[Dataset entries]
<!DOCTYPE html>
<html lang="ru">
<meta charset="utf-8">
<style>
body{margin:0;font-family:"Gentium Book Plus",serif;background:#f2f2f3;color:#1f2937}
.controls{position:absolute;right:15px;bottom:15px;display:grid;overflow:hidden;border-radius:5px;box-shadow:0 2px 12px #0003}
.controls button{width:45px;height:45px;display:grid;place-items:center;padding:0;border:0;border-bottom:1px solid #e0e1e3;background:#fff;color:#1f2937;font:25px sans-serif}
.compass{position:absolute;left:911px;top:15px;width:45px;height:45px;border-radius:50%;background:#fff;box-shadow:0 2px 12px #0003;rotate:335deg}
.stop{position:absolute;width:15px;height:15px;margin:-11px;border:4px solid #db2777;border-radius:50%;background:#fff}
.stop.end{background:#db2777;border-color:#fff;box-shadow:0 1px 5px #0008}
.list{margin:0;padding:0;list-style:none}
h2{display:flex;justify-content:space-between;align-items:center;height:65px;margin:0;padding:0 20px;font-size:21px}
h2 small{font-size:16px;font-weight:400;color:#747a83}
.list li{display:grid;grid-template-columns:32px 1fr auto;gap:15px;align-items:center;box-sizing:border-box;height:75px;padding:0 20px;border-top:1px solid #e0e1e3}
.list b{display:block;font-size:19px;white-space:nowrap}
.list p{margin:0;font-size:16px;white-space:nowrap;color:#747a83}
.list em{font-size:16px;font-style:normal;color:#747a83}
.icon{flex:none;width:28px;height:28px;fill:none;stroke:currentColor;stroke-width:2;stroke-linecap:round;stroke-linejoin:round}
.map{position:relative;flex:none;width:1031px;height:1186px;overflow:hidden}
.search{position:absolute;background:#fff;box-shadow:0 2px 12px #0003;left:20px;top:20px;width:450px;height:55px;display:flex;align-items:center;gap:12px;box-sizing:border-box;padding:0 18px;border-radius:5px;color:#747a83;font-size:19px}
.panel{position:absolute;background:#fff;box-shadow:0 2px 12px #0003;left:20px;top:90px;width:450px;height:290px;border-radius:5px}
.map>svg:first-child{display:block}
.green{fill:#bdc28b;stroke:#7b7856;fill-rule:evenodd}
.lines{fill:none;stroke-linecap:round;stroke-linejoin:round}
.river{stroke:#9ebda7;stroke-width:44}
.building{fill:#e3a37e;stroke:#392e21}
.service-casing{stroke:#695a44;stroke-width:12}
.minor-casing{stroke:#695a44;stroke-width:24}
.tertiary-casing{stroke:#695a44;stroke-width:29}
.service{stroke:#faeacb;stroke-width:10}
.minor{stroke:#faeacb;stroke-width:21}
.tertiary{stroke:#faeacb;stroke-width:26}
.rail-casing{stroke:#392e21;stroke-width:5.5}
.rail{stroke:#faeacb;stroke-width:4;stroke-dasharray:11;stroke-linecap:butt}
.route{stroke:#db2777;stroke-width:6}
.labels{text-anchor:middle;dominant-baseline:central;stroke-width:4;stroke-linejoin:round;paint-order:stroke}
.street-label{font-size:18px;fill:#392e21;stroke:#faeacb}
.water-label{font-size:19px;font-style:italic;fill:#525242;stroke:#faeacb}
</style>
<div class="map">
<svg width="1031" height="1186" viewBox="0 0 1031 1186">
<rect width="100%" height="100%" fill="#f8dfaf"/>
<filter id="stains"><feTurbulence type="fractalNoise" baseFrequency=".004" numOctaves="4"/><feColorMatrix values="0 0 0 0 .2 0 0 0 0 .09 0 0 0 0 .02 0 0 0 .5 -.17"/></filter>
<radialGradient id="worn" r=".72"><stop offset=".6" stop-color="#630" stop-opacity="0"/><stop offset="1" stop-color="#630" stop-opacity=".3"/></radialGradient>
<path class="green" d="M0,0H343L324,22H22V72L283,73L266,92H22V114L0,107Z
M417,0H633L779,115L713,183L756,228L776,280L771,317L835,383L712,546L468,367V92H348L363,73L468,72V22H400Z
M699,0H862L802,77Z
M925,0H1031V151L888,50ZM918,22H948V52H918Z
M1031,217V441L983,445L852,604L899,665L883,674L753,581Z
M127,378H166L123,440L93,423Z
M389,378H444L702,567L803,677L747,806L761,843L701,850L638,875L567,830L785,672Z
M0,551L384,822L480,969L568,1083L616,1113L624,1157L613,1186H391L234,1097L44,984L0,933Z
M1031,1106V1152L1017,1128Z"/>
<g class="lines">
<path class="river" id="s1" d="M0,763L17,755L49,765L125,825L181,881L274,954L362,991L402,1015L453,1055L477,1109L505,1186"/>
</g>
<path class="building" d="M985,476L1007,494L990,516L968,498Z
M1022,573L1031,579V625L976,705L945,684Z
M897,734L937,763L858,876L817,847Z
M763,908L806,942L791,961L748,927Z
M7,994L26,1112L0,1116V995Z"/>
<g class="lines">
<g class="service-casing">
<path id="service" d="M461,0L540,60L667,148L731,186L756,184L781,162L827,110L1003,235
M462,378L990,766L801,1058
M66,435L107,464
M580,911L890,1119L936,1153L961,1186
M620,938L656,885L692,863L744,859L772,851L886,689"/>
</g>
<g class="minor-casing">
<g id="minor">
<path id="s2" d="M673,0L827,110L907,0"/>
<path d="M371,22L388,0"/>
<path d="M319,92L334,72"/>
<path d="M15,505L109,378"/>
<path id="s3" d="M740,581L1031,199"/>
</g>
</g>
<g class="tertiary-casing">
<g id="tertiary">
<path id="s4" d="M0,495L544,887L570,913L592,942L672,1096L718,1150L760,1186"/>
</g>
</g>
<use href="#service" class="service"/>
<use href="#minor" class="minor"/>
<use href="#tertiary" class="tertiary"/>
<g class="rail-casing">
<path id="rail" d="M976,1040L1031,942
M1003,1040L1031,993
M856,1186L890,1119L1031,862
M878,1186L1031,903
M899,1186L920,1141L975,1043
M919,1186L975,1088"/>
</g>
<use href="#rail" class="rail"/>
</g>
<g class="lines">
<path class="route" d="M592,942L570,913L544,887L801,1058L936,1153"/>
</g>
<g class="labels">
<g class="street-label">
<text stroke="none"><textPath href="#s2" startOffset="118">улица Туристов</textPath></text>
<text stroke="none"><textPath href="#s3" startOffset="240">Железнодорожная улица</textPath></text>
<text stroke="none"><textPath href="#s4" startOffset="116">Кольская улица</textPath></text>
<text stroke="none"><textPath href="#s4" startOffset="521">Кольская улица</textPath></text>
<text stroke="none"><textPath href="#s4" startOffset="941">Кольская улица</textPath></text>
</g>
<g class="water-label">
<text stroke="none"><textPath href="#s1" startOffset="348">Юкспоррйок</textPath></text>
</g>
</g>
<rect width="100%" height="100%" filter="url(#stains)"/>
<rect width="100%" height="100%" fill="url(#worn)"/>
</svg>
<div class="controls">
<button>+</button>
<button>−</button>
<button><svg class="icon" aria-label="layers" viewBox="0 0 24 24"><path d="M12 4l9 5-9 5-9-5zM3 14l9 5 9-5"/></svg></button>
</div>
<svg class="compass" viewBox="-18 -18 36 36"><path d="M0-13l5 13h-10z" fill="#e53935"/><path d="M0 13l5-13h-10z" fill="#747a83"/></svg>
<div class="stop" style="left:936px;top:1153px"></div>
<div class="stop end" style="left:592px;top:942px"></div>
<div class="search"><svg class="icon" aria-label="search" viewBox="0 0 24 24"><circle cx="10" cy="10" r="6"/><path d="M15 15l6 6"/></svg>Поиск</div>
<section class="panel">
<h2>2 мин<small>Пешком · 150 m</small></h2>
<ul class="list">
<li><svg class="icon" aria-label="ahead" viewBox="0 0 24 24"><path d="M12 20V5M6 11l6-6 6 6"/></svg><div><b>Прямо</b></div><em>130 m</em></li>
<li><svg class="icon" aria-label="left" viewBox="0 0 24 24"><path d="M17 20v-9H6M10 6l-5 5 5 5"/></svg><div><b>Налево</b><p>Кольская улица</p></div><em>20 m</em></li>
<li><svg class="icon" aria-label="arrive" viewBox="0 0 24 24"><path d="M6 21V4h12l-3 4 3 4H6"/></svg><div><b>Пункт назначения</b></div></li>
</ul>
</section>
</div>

• _PROMPT_: Each line of the data that contains "white" belongs in the answer.

• _RESULT BELOW_:
.list b{display:block;font-size:19px;white-space:nowrap}
.list p{margin:0;font-size:16px;white-space:nowrap;color:#747a83}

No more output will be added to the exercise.